Data extract Start Marker

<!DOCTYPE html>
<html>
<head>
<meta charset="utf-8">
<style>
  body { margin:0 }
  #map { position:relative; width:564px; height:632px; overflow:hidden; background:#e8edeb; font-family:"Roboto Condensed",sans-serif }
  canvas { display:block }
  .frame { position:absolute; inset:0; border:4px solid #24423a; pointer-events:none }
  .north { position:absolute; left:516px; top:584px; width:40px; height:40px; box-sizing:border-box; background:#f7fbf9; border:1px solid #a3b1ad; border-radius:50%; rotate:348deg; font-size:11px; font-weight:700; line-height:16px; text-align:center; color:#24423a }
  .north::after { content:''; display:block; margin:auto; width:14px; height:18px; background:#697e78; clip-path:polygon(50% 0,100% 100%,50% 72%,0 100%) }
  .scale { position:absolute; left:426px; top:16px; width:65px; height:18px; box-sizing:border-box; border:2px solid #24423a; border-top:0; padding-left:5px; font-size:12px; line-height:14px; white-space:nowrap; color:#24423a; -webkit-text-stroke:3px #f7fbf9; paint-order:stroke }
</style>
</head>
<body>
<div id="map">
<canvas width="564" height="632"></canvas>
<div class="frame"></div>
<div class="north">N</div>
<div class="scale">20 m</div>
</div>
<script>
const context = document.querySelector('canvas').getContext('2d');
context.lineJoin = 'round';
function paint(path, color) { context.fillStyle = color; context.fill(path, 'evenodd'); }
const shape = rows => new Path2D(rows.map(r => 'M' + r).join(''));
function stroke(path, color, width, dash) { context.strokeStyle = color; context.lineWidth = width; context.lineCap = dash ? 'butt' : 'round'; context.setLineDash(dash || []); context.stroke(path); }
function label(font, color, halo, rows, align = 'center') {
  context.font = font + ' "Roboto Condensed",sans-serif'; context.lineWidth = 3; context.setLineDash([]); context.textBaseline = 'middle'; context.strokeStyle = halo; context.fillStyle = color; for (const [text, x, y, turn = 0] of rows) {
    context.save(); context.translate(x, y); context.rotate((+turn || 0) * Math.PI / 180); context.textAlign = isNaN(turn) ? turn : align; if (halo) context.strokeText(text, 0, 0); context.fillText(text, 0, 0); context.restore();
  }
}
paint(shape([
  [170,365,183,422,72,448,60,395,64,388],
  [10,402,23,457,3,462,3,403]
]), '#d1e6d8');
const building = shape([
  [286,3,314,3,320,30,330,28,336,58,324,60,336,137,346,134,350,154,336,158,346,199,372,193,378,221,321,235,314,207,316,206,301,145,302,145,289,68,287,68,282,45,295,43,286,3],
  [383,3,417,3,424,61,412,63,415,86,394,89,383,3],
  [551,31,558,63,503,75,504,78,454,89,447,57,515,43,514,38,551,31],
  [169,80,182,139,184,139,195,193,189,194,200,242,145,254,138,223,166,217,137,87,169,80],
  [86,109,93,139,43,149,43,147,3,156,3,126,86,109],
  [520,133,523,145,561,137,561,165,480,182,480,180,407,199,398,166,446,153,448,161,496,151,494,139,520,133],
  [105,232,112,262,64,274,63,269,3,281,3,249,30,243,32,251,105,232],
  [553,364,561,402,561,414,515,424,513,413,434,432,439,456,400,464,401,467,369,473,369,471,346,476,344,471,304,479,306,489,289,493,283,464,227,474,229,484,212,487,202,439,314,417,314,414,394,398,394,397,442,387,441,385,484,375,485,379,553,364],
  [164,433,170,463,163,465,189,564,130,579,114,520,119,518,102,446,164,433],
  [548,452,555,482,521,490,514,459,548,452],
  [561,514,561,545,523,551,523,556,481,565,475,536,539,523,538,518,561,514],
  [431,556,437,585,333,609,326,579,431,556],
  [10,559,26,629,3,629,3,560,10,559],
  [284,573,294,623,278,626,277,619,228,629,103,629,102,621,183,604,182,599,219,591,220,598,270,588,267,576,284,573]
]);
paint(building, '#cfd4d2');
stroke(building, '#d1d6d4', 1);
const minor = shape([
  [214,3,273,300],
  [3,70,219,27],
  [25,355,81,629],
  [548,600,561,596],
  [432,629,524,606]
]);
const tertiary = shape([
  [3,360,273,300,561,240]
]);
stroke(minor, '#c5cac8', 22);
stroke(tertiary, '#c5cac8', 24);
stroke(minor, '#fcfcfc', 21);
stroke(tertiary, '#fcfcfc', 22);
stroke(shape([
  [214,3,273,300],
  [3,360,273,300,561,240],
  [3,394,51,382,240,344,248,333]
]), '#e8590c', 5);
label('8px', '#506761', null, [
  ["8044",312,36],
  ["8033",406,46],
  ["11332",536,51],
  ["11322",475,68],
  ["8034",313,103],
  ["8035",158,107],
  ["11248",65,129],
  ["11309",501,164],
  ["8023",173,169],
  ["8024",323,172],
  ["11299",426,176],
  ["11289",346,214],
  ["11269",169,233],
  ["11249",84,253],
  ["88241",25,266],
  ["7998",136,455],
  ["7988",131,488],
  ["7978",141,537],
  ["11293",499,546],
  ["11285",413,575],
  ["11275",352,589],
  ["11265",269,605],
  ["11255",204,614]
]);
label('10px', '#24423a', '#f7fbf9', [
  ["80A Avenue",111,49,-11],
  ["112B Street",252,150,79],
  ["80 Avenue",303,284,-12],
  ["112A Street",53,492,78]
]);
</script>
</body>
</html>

Data extract End Marker

● **Your assignment**: Lines with the word "turn" in them: report all of these from the listing above.

● **Written solution**:
  context.font = font + ' "Roboto Condensed",sans-serif'; context.lineWidth = 3; context.setLineDash([]); context.textBaseline = 'middle'; context.strokeStyle = halo; context.fillStyle = color; for (const [text, x, y, turn = 0] of rows) {
    context.save(); context.translate(x, y); context.rotate((+turn || 0) * Math.PI / 180); context.textAlign = isNaN(turn) ? turn : align; if (halo) context.strokeText(text, 0, 0); context.fillText(text, 0, 0); context.restore();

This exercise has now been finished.